• _DIRECTIONS FOR THIS TASK_
Pull each line holding "list" out of the entries below.

-- RECORDED INFORMATION follows --

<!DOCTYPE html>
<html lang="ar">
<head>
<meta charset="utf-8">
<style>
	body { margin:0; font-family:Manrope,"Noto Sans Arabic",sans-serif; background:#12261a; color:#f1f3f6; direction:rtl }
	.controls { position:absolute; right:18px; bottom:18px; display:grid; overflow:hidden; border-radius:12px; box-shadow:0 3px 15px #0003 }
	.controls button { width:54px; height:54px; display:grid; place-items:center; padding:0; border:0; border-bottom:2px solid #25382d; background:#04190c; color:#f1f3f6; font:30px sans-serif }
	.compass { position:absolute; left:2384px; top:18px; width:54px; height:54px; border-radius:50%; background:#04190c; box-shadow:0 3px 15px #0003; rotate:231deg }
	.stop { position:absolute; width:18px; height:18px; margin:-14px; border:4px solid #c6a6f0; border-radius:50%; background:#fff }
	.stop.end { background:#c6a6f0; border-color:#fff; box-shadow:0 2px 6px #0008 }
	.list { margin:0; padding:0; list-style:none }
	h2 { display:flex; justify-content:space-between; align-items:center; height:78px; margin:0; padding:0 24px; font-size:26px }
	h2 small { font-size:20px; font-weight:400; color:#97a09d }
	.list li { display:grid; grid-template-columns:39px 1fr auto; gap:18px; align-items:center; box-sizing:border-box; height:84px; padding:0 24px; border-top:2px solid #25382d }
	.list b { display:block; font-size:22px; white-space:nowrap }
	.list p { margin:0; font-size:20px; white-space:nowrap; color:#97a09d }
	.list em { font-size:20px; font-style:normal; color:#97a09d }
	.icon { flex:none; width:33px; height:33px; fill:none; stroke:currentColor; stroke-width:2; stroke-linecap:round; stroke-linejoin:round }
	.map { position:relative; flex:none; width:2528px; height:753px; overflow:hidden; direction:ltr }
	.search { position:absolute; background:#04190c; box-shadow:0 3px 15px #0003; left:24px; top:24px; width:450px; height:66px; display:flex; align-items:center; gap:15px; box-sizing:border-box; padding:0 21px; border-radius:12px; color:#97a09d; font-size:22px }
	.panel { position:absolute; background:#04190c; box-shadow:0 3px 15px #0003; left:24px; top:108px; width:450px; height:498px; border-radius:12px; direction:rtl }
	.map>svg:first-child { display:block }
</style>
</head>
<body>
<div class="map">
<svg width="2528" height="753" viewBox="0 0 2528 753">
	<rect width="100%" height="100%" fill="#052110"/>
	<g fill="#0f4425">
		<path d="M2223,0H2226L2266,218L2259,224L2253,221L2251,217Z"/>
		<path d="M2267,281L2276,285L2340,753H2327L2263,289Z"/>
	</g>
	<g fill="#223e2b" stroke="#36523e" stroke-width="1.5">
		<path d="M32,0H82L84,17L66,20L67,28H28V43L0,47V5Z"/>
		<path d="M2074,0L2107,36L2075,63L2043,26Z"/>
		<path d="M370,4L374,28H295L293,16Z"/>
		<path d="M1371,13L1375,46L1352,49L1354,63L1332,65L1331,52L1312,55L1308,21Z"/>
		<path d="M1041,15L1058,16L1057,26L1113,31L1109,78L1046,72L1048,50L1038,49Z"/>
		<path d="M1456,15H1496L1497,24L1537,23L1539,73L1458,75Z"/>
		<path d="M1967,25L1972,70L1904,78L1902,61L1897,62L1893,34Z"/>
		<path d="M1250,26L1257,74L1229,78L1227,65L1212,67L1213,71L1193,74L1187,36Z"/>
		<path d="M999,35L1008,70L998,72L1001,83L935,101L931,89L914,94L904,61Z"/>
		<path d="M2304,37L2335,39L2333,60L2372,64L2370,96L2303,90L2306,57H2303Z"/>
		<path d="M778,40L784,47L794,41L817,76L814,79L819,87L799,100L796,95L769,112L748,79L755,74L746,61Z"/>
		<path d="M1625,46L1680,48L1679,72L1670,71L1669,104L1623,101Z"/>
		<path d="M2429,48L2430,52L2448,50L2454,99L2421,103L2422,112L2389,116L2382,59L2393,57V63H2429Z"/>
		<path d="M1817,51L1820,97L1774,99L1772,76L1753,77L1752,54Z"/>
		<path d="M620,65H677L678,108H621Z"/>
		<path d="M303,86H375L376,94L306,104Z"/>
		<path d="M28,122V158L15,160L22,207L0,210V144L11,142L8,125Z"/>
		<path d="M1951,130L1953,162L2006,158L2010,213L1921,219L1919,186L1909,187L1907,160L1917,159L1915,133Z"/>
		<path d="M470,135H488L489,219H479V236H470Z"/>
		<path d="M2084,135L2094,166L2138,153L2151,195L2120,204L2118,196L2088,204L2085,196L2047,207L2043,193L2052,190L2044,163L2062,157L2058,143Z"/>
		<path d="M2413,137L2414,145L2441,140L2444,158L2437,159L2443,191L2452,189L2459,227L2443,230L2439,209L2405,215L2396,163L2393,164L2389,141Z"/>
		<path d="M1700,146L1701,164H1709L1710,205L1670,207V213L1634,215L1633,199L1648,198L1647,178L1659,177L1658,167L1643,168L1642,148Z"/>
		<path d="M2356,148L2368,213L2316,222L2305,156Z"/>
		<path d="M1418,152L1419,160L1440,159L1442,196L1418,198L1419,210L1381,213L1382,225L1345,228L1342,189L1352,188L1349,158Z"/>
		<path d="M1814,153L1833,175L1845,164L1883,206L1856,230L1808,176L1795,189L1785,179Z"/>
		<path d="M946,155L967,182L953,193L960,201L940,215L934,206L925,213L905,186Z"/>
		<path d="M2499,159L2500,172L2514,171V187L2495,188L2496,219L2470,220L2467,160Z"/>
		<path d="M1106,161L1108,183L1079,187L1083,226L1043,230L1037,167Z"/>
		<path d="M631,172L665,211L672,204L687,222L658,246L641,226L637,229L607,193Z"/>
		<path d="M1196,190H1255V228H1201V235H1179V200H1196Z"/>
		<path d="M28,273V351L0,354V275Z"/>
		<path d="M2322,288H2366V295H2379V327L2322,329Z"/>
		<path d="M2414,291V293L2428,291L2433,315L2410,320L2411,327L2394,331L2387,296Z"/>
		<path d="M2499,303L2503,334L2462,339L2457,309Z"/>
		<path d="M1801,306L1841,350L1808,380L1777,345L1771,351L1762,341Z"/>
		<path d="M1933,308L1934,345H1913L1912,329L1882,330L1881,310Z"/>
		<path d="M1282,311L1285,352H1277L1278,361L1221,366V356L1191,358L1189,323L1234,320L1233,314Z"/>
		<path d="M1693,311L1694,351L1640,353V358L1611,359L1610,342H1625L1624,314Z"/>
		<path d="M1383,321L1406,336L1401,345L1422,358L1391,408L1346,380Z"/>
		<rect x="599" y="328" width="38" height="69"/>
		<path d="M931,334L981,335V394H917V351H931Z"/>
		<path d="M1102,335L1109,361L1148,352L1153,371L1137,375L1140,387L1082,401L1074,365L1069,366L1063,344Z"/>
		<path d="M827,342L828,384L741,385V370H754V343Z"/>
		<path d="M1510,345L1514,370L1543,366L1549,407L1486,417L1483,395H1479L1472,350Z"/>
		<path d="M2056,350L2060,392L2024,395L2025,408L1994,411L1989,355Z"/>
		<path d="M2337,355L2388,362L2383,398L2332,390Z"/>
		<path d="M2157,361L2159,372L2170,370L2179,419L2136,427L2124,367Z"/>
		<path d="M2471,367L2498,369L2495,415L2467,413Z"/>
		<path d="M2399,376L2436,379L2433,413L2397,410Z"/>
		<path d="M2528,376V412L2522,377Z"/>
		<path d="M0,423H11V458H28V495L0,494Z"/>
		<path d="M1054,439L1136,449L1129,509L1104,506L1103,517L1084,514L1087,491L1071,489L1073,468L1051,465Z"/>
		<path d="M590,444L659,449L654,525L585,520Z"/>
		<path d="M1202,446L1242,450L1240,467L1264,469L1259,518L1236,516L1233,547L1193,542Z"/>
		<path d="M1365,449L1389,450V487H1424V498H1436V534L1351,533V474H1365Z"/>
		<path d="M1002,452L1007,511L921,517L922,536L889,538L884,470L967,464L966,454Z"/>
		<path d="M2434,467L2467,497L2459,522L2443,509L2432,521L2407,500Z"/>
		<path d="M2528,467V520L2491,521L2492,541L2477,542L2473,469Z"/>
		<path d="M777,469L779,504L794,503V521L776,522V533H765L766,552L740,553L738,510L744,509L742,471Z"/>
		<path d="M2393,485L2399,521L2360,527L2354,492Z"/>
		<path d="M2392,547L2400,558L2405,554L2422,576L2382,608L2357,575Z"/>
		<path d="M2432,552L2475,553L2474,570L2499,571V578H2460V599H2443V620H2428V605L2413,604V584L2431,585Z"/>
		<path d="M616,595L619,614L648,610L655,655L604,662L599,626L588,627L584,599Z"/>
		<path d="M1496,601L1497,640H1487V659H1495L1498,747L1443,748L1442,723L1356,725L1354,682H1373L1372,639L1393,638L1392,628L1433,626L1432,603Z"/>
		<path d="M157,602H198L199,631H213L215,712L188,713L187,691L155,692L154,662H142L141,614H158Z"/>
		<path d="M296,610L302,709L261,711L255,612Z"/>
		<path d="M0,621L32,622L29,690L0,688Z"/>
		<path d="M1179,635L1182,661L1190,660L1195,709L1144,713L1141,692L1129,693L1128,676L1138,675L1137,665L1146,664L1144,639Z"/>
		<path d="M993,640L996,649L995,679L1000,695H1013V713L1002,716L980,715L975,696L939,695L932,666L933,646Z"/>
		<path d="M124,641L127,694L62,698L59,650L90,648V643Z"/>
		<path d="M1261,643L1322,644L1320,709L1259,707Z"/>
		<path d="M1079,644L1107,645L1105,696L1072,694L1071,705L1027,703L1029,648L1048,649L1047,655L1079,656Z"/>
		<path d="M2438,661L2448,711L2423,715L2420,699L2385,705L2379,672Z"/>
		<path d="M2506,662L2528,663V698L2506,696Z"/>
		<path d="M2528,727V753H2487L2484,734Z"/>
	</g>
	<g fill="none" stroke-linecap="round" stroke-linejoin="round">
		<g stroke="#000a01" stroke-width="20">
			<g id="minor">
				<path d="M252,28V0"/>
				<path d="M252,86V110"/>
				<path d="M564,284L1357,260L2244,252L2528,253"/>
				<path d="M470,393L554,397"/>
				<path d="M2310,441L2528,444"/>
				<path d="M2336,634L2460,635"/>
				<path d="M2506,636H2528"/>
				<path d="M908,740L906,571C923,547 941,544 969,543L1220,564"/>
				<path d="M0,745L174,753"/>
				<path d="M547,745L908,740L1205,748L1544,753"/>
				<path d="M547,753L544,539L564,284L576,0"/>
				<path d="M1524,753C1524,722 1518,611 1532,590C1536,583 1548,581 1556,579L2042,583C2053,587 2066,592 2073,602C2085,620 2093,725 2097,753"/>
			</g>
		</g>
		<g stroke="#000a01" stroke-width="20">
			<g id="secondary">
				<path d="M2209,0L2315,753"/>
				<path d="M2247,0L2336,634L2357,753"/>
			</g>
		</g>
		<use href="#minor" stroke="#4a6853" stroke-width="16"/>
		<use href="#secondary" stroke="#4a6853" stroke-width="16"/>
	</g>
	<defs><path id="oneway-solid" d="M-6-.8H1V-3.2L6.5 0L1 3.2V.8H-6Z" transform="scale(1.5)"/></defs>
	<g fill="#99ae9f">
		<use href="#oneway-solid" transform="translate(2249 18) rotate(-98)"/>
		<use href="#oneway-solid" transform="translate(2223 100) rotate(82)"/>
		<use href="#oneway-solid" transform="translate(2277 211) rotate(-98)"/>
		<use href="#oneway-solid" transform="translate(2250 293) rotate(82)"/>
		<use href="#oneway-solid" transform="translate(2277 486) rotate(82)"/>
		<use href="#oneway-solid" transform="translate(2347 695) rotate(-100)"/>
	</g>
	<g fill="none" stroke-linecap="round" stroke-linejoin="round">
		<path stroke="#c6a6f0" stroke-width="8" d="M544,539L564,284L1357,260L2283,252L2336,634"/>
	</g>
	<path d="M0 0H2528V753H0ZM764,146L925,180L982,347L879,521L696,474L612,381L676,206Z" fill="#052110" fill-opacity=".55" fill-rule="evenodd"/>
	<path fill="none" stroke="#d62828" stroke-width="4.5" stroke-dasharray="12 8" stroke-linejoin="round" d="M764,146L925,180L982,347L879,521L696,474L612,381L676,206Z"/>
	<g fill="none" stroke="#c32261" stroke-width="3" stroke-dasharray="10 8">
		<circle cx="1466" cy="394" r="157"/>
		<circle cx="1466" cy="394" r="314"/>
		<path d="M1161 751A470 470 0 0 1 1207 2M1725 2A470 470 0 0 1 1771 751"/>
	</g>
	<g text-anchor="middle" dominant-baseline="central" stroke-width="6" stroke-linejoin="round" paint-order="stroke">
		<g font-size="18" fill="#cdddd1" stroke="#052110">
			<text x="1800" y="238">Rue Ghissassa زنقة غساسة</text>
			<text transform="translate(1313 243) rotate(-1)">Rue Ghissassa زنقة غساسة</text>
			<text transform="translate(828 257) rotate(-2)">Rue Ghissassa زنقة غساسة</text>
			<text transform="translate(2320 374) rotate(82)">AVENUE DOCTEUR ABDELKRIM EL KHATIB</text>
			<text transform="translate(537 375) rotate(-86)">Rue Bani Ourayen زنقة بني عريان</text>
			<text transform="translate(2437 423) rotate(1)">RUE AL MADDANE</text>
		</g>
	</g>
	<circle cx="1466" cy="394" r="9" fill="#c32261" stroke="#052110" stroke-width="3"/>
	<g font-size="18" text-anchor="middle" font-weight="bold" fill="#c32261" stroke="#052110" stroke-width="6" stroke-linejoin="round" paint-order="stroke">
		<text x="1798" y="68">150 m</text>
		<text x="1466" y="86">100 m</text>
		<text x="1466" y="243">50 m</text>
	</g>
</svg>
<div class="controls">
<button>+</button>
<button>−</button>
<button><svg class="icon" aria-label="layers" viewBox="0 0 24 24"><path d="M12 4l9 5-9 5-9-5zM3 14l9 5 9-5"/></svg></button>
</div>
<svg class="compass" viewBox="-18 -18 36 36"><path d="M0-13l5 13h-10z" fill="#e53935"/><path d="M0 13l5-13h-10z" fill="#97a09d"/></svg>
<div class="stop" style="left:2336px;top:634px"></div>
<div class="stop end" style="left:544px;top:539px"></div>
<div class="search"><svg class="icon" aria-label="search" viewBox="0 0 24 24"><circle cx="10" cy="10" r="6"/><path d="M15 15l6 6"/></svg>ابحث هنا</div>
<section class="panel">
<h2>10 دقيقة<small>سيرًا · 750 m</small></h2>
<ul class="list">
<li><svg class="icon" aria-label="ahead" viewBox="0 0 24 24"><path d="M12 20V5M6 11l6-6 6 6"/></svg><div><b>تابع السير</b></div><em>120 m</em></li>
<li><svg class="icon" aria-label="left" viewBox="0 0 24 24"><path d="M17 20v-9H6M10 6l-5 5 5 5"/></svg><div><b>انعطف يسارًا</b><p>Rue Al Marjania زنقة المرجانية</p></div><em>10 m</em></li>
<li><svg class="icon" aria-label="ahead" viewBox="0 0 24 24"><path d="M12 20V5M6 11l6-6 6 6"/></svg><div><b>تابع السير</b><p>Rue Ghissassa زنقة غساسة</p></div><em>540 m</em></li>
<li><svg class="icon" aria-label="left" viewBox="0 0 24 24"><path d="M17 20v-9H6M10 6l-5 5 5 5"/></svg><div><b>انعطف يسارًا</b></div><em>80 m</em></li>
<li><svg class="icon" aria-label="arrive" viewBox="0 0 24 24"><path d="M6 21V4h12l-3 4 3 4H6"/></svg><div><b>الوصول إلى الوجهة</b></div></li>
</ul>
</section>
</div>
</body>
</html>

-- RECORDED INFORMATION concluded --

• _RESPONSE TO THIS TASK_
	.list { margin:0; padding:0; list-style:none }
	.list li { display:grid; grid-template-columns:39px 1fr auto; gap:18px; align-items:center; box-sizing:border-box; height:84px; padding:0 24px; border-top:2px solid #25382d }
	.list b { display:block; font-size:22px; white-space:nowrap }
	.list p { margin:0; font-size:20px; white-space:nowrap; color:#97a09d }
	.list em { font-size:20px; font-style:normal; color:#97a09d }
<ul class="list">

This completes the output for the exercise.